>>>

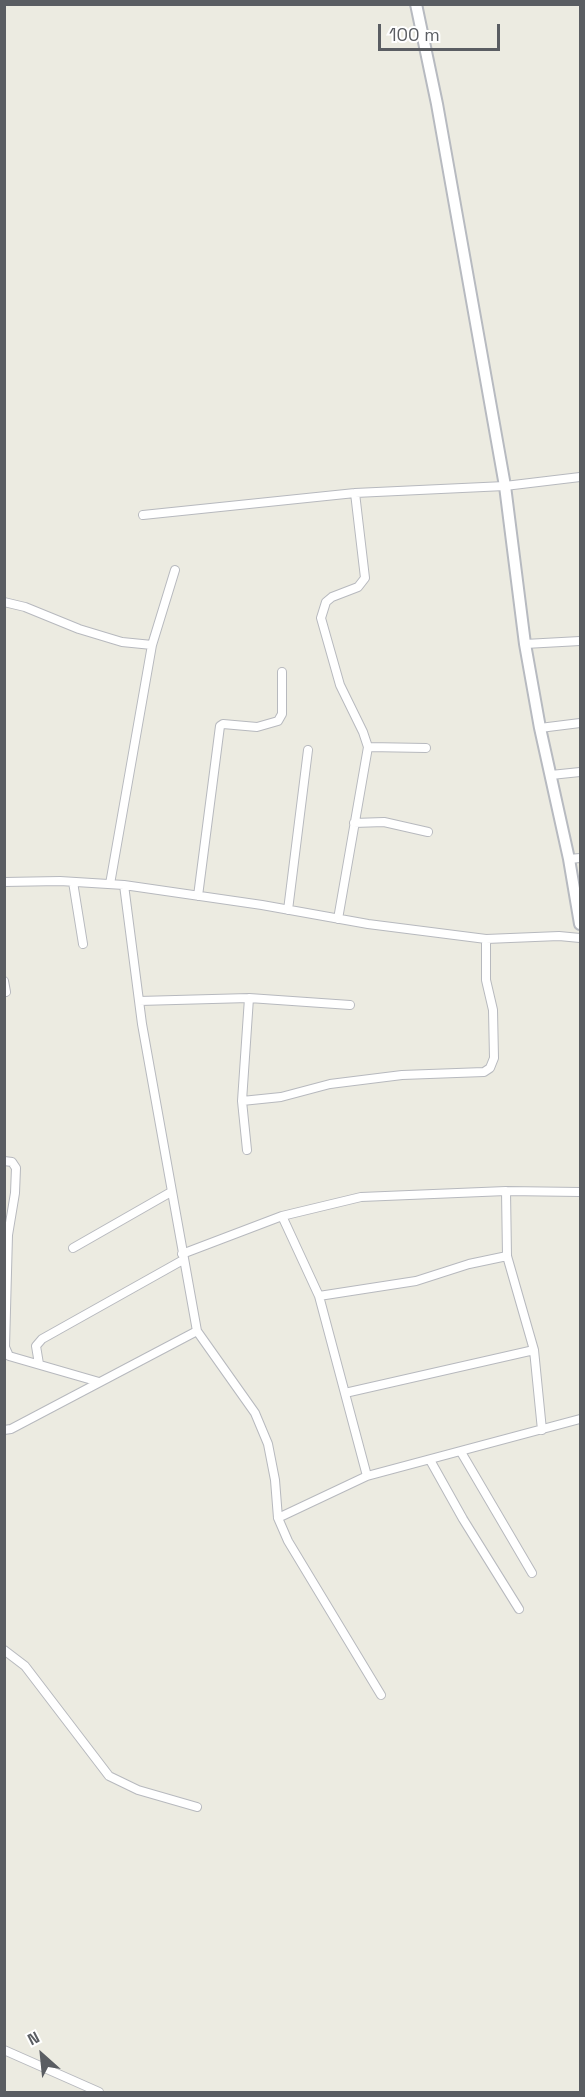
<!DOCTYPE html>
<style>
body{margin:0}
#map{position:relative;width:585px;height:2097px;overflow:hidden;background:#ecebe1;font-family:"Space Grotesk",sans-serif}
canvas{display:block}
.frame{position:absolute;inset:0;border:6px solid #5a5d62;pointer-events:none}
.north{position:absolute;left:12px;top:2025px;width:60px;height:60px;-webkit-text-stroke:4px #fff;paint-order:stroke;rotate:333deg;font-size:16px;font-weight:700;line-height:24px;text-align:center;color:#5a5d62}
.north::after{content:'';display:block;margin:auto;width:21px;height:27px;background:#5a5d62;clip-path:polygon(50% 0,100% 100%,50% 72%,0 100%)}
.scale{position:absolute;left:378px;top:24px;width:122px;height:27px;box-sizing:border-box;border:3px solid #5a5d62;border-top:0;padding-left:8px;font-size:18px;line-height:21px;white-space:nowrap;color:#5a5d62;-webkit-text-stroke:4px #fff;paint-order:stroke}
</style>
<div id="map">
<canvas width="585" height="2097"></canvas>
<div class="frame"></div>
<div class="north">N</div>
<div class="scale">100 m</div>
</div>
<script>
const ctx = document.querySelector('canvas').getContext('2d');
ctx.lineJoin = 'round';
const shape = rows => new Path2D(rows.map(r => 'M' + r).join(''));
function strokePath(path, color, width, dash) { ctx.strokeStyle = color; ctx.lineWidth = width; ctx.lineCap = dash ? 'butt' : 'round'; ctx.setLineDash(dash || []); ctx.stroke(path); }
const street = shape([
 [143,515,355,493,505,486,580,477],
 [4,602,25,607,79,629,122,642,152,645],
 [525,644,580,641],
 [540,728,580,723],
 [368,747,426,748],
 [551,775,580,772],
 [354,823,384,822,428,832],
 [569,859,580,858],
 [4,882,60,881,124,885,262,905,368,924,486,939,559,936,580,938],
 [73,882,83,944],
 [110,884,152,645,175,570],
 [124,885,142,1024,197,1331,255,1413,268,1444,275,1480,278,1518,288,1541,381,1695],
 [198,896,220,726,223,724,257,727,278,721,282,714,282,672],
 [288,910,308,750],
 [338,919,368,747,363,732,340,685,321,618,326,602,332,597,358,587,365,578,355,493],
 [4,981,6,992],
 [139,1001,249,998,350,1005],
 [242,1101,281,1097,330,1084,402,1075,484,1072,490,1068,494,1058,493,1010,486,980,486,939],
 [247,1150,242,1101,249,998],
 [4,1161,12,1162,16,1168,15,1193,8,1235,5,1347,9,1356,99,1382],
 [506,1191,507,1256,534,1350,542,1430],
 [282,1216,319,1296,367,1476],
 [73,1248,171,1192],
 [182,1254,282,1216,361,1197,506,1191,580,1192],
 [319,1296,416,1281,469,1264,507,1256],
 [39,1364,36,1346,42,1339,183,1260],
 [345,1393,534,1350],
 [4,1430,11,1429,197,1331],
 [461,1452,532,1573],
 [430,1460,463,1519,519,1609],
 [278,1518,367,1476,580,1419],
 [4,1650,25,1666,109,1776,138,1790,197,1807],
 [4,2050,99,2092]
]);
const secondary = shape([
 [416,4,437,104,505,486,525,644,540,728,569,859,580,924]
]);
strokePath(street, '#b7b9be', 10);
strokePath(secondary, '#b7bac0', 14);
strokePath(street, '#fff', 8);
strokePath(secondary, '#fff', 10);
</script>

<<<

> _Exercise details_
Respond with only the number of lines in the data that include the string "canvas".

> _Written response_
3